Goal of the exercise — Across the entries below, how many lines include the word "none"? Reply with only the number.

Available data Block Start

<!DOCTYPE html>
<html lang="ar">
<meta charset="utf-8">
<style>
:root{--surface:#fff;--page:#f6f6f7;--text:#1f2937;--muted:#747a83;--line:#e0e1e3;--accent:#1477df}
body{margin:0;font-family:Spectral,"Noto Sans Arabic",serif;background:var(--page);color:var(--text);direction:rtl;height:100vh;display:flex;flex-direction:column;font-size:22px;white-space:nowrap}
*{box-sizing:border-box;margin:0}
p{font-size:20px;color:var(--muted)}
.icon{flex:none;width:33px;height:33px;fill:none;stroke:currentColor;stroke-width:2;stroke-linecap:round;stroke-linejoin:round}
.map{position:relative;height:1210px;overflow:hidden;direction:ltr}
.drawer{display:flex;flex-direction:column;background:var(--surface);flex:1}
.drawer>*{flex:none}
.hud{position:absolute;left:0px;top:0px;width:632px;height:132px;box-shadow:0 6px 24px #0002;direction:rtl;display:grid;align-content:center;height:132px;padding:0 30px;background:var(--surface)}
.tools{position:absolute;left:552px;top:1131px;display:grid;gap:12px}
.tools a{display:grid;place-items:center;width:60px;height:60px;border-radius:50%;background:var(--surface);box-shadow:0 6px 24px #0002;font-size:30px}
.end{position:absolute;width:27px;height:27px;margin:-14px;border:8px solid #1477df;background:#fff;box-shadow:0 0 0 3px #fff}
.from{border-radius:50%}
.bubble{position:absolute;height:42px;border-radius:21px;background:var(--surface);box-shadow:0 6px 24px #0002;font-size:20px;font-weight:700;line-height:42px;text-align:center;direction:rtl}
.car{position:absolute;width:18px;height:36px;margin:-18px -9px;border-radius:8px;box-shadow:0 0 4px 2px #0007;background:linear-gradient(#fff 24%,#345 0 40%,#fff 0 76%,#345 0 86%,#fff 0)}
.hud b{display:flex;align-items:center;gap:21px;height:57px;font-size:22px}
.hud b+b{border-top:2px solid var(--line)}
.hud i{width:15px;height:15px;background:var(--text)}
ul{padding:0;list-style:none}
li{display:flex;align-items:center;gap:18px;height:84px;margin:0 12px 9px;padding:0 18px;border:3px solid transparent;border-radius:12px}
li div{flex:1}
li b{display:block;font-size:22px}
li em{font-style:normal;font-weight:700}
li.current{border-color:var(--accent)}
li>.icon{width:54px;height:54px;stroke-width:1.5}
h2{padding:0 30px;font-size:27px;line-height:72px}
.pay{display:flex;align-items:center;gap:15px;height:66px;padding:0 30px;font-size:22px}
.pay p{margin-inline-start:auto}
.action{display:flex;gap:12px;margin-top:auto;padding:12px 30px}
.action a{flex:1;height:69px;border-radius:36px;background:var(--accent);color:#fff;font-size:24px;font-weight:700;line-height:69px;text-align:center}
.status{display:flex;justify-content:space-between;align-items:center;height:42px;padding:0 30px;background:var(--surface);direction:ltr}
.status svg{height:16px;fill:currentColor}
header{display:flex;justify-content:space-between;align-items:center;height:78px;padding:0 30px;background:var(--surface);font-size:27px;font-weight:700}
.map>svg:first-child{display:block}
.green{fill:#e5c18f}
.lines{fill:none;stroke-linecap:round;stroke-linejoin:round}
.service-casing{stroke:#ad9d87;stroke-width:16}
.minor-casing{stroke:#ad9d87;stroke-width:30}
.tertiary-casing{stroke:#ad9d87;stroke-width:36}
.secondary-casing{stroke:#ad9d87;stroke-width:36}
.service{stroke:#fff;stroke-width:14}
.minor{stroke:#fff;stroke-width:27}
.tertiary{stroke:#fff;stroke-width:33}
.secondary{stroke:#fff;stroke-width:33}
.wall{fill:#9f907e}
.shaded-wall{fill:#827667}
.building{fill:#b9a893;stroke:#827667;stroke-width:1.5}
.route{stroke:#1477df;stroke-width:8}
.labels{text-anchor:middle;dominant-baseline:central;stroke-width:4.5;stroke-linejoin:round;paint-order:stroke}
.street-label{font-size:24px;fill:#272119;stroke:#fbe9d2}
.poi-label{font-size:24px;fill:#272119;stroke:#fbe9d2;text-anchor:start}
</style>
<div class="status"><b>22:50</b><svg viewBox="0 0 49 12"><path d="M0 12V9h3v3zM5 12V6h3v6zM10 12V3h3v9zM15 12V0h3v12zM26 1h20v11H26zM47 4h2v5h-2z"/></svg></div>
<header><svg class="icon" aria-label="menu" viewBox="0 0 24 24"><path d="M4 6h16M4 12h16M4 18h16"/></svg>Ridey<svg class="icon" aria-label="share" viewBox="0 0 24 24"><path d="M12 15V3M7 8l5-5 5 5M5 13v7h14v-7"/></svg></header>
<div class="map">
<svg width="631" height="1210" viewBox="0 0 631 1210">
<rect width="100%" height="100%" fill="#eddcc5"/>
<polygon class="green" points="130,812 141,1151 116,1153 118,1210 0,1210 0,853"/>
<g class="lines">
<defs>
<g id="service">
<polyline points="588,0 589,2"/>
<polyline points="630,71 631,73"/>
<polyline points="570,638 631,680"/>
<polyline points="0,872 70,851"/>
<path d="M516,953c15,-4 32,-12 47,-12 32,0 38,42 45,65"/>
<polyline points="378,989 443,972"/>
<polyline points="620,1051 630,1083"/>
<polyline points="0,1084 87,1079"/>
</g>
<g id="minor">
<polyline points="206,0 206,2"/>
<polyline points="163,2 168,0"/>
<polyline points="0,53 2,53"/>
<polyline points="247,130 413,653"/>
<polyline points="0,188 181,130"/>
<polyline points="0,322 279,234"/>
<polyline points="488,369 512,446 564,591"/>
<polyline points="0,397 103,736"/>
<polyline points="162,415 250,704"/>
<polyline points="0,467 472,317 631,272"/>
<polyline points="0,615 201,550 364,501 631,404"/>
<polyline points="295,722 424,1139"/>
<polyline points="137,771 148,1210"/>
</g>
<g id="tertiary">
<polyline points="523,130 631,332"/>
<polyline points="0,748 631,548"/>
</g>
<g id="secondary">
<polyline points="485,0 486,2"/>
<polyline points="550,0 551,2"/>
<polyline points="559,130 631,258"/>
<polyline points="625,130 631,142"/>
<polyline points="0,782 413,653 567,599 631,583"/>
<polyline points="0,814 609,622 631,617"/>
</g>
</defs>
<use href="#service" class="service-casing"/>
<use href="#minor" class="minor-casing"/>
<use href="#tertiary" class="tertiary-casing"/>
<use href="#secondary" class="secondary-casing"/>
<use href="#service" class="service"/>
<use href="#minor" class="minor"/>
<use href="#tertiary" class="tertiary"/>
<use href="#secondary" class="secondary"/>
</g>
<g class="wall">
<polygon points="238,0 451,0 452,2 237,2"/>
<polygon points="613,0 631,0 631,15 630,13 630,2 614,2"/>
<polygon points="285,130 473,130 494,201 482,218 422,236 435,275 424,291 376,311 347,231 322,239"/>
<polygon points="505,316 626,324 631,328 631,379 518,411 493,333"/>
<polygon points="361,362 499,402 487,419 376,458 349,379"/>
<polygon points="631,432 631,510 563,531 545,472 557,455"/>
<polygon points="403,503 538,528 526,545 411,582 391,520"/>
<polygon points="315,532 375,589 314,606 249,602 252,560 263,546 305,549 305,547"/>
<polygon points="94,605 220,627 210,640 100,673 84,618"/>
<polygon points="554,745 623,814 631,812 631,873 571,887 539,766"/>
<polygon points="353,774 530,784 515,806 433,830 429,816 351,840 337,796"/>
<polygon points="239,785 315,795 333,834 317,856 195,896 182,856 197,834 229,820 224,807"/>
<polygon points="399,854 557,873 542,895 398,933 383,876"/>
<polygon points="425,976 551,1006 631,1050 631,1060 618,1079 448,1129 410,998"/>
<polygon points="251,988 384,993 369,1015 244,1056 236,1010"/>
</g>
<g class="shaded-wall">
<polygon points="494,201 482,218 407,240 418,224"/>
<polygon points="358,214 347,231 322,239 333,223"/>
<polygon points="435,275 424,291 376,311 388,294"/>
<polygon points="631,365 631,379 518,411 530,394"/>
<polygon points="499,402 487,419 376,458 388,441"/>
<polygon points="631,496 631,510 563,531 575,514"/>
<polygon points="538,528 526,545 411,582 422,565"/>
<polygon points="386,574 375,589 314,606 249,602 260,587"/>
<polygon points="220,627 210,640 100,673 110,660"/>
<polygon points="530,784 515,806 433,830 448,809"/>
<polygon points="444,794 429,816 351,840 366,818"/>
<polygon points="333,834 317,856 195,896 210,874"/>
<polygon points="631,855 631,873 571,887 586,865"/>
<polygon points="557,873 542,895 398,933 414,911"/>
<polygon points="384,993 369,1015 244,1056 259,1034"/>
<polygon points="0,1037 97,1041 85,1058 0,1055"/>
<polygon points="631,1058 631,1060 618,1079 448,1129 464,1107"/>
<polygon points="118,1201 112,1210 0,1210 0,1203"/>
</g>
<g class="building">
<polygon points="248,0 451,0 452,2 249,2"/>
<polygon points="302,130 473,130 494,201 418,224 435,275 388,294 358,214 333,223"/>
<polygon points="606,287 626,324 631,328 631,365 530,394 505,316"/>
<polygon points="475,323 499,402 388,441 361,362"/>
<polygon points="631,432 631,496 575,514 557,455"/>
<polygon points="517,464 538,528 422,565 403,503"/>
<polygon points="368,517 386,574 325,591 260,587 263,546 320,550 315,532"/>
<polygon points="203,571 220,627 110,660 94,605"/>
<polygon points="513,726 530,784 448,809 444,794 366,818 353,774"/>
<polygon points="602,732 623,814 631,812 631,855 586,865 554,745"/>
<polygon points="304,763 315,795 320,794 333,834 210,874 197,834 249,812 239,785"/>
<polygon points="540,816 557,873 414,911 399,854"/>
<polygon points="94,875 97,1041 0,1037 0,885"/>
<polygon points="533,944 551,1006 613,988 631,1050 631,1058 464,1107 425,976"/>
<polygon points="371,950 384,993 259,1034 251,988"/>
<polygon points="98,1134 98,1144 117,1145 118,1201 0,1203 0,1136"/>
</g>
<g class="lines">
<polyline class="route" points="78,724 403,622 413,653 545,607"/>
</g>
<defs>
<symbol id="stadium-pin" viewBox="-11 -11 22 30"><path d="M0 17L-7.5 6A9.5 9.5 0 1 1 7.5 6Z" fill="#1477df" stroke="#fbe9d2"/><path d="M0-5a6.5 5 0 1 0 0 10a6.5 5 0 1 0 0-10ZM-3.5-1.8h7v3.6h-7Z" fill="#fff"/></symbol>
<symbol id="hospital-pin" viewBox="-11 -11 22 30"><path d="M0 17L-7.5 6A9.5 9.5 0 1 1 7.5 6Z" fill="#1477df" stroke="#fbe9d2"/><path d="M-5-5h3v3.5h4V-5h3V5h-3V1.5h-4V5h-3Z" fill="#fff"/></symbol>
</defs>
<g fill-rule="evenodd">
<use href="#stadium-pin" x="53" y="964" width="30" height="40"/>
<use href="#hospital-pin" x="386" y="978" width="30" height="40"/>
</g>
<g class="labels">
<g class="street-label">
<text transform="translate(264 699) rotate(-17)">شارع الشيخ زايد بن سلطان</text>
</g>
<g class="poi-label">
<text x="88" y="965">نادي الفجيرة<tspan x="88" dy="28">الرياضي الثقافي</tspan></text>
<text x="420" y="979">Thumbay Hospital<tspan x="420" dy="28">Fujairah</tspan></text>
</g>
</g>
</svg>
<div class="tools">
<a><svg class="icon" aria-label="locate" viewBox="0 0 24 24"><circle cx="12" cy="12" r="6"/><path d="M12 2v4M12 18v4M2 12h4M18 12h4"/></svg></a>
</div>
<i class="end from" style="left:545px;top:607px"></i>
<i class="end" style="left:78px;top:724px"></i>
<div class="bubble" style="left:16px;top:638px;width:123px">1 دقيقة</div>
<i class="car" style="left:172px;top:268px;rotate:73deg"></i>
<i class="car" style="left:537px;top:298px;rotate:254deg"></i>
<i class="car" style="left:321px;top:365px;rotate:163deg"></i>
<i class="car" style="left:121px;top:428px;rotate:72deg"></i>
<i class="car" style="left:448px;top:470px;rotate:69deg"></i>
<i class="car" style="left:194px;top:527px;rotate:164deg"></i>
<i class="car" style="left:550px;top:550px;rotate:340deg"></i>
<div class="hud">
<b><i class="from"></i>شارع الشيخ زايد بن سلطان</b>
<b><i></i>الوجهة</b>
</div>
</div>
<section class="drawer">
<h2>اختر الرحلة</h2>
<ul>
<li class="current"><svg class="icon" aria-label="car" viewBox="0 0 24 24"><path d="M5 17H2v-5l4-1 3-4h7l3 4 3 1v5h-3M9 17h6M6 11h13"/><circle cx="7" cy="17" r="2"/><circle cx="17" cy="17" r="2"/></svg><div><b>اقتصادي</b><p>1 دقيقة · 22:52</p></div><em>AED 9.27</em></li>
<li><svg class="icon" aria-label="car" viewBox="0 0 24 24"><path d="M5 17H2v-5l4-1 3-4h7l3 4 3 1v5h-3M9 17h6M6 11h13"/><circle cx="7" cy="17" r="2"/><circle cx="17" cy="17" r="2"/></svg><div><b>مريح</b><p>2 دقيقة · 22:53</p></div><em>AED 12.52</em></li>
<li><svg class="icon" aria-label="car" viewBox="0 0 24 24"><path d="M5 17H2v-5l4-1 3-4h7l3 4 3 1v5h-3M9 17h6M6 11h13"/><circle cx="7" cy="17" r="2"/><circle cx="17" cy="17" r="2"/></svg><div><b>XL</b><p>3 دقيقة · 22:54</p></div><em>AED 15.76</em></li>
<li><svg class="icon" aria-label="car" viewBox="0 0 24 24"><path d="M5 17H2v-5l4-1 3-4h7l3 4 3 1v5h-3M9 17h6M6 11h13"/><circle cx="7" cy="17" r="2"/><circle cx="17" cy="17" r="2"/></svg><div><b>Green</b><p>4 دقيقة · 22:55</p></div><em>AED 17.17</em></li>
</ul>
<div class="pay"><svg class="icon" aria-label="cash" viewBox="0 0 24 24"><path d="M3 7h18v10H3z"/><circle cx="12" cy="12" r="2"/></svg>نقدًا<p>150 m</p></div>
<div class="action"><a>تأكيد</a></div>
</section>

Available data Block End

Task result — 4